One scholar proposes leaving it to the judiciary.[206] This argument posits that Congress “paved the way for new art forms to be categorized by way of judicial interpretation.”[207] It claims that the categories are left broad so that courts can accommodate new art forms without Congress having to create a new category.[208] According to the author, actors’ performances have the ability to be categorized as “pantomime and choreographic” works or “dramatic works.”[209] However, this idea cannot be squared with Garcia’s holding that an actor’s performance is not copyrightable.[210] Reconciliation between this proposal and the text of Title Seventeen is hard to find, particularly when one of the most prominent courts for copyright[211] says that actor’s performances are not covered under copyright.[212] Additionally, while Congress could amend section 102 to include actor’s performances as a copyrightable subject matter, it would likely be opposed to this idea since the categories of copyrightable subject matter were intentionally left broad.[213]

Another argument for basing a solution in copyright law is that if the United States complied with international copyright law then an actor’s performance would be covered.[214] The two prominent sources for this argument are the Beijing Treaty and the Berne Convention.[215] Both of these agreements recognize some sort of expanded right for authors.[216] The author proposes that Congress should amend the Copyright Act to explicitly provide actors with rights and to give all authors moral rights.[217] The major issue with this proposal is that the United States has a general aversion to moral rights.[218] In the case of adopting moral rights to protect authors, there is no reason to believe Congress would flip its position on moral rights nearly one hundred years after the Berne Convention introduced them.[219]

The final proposal suggests that the principles that allow the law to recognize copyright in a recorded performance of a previously written musical composition should also apply to an actor’s reading of a script.[220] When it comes to sound recordings, the House Report states that the protectable components of a sound recording include the contribution “of the performers whose performance is captured” and that there will be “cases where . . . the performance is the only copyrightable element in the work.”[221] Proponents of this approach claim that the legislative history states that “sound recordings” include nonmusical performances such as “[a]n actor’s recorded recitation of a poem” or “a theatrical company’s recorded performance of a comedy.”[222] While this proposal may have some merit, a solution in another area of the Copyright Act would work better.

The Case for Section 101

In light of where the current proposals fall short, the better proposal for protecting actors from AI under copyright law is to grant them protection for their performances by altering the definitions listed in section 101 of the Copyright Act.[223] Specifically, Congress should amend the definition for “collective work” in section 101 and add a definition for “author.” The amendment to the “collective work” definition should be as follows:

A “collective work” is a work, such as a periodical issue, anthology, or encyclopedia, in which a number of contributions, constituting separate and independent works in themselves, are assembled into a collective whole.[224]

Removing the examples of works would help to clarify the meaning of “collective work” and would likely result in an easier understanding of the statute.
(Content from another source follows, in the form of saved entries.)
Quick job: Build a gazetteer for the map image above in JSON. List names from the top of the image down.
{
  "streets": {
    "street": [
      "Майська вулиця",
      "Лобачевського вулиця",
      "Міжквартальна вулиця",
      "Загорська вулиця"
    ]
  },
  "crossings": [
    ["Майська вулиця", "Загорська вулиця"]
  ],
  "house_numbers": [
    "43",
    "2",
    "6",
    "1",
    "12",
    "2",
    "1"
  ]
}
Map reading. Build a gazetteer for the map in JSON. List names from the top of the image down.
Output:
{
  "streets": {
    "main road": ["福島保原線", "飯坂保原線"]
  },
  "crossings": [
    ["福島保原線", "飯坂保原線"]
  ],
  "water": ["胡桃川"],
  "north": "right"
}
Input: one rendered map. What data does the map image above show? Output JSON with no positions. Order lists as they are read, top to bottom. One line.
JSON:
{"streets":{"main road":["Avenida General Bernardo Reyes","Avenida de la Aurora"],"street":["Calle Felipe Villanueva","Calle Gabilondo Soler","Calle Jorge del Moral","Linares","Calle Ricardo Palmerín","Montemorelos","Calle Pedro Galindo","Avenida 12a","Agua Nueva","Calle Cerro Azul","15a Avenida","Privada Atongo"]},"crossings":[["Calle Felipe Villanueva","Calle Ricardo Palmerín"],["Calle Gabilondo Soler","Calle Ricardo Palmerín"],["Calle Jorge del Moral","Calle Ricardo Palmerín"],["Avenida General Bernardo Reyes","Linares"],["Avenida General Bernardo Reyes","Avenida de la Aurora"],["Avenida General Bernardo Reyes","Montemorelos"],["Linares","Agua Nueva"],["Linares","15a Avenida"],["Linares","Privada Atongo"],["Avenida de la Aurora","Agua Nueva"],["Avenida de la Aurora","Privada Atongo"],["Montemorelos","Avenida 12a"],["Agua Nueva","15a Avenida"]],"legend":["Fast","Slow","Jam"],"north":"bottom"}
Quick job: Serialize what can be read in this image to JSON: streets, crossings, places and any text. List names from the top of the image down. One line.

Outside of ease of readability, the “such as” list contains very specific and alike items that it mentions could be collective works. Removing this specific list of examples could allow additional, deserving works qualify as collective works.

This change to the collective works definition may seem inconsequential since actors do not currently qualify as authors for movies. However, actors have already been acknowledged as potential joint authors in the context of the film industry. In the Copyright Office’s letter relied upon by the Ninth Circuit’s majority in Garcia, the Copyright Office acknowledges that actors may be joint authors for films they are in.[225] Specifically, the Copyright Office stated that if an actor’s contribution is not a work made for hire, then the actor could claim joint authorship in a film they are in.[226] Additionally, the proposed addition of a definition for “author” further clarifies this for courts.

The next proposal addresses the fact that no definition for “author” exists under section 101.[227] In 1976, Congress left this definition blank because they intended to leave it flexible.[228] Some courts have filled this definition in by asserting that an author must have some element of control over the work.[229] Alternatively, the Ninth Circuit has defined “author” as meaning the “master mind” of the work.[230] In the forty-eight years since Congress left “author” definition-less, the courts have adopted an interpretation that has left copyright law abandoning people it should be protecting. A couple proposed definitions for “author” could look as follows:

For purposes of this Title, the “Author” of a work is the individual that creates the work. The “Author” title shall not be assigned until a work is fixed in a tangible medium of expression.

For purposes of this Title, the “Author” in a “Collective Work” includes any person(s) that meaningfully contributed to the collective work, such as co-writers on a literary work, performers in a motion picture or other audiovisual work, or co-artists on a musical work.

These two changes would help to clarify what the word “author” means in the context of the Copyright Act.

These alterations to section 101’s definitions, when read into section 201(c), would clarify that performers in a motion picture who “meaningfully contribute” to the film are granted ownership in the work they contributed to. The goal in making these changes is to remedy the current inconsistencies in the law by protecting actors from generative AI at the federal level. Making these minor changes to section 101’s definitions would grant copyright to an actor for their specific performance. This would include all aspects of that particular performance being protected, including their specific image and likeness in the acting performance.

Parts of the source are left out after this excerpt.